Mehrere Unionspolitiker haben sich nach dem Rücktritt von Verteidigungsminister Karl-Theodor zu Guttenberg für ein baldiges Comeback des CSU-Politikers ausgesprochen. "So viele talentierte Politiker hat die politische Klasse in Deutschland nicht, als dass man auf Guttenberg verzichten könnte", sagte der innenpolitische Sprecher der Unionsfraktion, Hans-Peter Uhl.

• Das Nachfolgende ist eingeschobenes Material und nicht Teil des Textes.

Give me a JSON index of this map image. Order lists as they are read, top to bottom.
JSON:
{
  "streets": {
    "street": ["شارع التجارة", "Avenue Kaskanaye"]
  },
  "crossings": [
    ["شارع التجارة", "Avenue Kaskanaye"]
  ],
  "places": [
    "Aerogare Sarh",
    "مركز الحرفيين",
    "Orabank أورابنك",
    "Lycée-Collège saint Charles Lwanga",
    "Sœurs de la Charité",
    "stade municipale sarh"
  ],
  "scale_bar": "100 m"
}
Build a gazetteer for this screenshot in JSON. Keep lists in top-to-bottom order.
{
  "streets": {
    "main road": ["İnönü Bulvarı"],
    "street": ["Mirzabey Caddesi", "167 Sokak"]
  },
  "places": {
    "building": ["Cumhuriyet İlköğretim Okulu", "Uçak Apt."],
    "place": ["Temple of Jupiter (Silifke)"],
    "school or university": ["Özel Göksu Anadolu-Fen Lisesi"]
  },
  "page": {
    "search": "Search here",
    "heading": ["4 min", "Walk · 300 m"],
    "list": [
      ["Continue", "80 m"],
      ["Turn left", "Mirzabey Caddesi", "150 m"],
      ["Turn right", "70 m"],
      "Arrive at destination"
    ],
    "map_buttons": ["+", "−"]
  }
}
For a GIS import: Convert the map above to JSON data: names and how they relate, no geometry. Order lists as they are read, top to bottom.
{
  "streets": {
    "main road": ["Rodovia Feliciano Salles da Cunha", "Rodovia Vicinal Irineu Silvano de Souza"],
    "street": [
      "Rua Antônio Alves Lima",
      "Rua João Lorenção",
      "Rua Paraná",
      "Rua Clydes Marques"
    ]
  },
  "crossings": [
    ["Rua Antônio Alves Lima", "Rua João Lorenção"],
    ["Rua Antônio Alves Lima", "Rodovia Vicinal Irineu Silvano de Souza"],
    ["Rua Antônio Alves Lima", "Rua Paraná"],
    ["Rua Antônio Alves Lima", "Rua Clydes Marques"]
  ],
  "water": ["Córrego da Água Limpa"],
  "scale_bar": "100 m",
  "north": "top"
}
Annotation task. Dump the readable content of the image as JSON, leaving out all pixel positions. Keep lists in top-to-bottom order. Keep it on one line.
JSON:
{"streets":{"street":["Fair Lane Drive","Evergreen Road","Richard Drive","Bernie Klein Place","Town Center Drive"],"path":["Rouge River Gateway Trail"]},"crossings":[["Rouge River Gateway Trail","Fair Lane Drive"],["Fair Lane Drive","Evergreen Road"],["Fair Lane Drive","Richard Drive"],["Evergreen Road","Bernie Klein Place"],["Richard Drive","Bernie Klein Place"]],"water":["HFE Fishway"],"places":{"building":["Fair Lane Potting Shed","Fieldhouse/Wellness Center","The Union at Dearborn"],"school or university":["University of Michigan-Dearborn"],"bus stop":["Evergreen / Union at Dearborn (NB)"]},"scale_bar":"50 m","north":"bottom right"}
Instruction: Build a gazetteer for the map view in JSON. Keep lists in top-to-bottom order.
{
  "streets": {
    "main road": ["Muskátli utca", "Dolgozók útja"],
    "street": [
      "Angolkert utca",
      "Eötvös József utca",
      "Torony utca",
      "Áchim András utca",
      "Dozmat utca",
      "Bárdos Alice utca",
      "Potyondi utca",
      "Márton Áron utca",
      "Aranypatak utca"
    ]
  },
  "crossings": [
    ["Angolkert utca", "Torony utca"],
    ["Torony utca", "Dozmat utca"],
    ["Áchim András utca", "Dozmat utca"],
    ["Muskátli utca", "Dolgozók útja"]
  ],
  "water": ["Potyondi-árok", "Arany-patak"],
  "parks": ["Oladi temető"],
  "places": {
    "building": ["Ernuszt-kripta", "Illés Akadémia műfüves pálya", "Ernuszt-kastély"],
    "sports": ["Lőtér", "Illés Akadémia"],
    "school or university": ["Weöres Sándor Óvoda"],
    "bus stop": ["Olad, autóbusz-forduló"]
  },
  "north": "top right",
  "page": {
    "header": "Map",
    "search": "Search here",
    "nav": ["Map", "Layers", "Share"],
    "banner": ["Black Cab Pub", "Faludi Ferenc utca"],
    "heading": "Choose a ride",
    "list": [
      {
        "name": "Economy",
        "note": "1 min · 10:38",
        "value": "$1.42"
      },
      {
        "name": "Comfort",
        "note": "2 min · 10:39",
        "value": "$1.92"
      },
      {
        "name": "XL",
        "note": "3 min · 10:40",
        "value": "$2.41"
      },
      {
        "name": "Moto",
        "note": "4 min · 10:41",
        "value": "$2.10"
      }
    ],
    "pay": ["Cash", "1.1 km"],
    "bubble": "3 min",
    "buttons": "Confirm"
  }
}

Er hoffe, dass Guttenberg der Union als Politiker erhalten bleibe und baldmöglichst wieder politisch arbeite. Schließlich gebe es Fälle, in denen bei Politikern sehr viel mehr kriminelle Energie vorhanden gewesen sei, als bei Guttenberg, die jedoch auch zurückgekehrt seien, sagte der CSU-Politiker.

Auch aus der CDU kam dieser Wunsch. "In einer offenen Gesellschaft hat jeder eine zweite Chance verdient", sagte der wirtschaftspolitische Sprecher der Unions-Fraktion im Bundestag, Joachim Pfeiffer (CDU), Handelsblatt Online. Guttenberg habe in kurzer Zeit zwei Ministerien überaus erfolgreich geführt und dabei große Verdienste erreicht.

Der Generalsekretär der CDU in Baden-Württemberg, Thomas Strobl, sagte, Guttenberg bleibe im Landtagswahlkampf "willkommen, und er ist uns auch in Zukunft sehr herzlich willkommen in Baden-Württemberg". Der Südwesten wählt Ende März den Landtag neu.

Guttenberg hatte am Dienstag wegen der Plagiatsaffäre seinen Verzicht auf alle politischen Ämter bekannt gegeben. Er soll dem Bundestag auch bereits angezeigt haben, dass er sein Abgeordnetenmandat niederlegt. Die Staatsanwaltschaft ermittelt wegen möglicher Urheberrechtsverletzungen.

Vertreter der Opposition hatten auf den Rücktritt unter anderem mit der Einschätzung reagiert, Guttenbergs Rückzug beschädige die Glaubwürdigkeit von Bundeskanzlerin Angela Merkel, weil die ihn bis zuletzt verteidigte. Die CDU-Politikerin, die den Rücktritt bedauerte, warf ihren Kritikern während eines Wahlkampfauftrittes in Karlsruhe "Scheinheiligkeit" vor: Der Opposition gehe es nicht um den Erhalt der wissenschaftlichen Werte, sondern vor allem um die Schwächung der Union.

Nach Einschätzung des Parteienforschers Gerd Langguth dürfte der scheidende Minister gestärkt aus der Plagiatsaffäre hervorgehen. Er könnte sich damit zu einem ernsthaften Konkurrenten für CSU-Chef Horst Seehofer entwickeln. "Sein Rücktritt ermöglicht ihm ein Comeback", sagte Langguth. Indem er der Bevölkerung Anteil an seiner politischen und menschlichen Erschöpfung gab, gewinne Guttenberg neue Sympathie.

Ein Comeback Guttenbergs als CSU-Chef oder bayerischer Ministerpräsident sei nicht unwahrscheinlich, sagte Langguth. Er brauche irgendwann ein neues, ihm eigene Autorität verleihendes Amt. "Zunächst ist aber ein Bußgang angesagt, dem sicherlich ein Hochamt folgen wird."

Wer Guttenberg an der Spitze des Verteidigungsministeriums folgt, will die Koalition noch diese Woche regeln. Als Kandidaten gelten unter anderen Innenminister Thomas de Maizière (CDU), CSU-Landesgruppenchef Hans-Peter Friedrich, der parlamentarische Geschäftsführer der CSU-Landesgruppe, Stefan Müller, und die CSU-Staatssekretäre Christian Schmidt und Hartmut Koschyk.

Guttenberg war 2009 als Wirtschaftsminister der Großen Koalition ins Bundeskabinett gekommen. Später wechselte er ins Verteidigungsressort. Denn sein Vorgänger Franz Josef Jung (CDU) hatte wegen seiner Informationspolitik über den – von Deutschen mit verursachten – Tod von afghanischen Zivilisten zurücktreten müssen.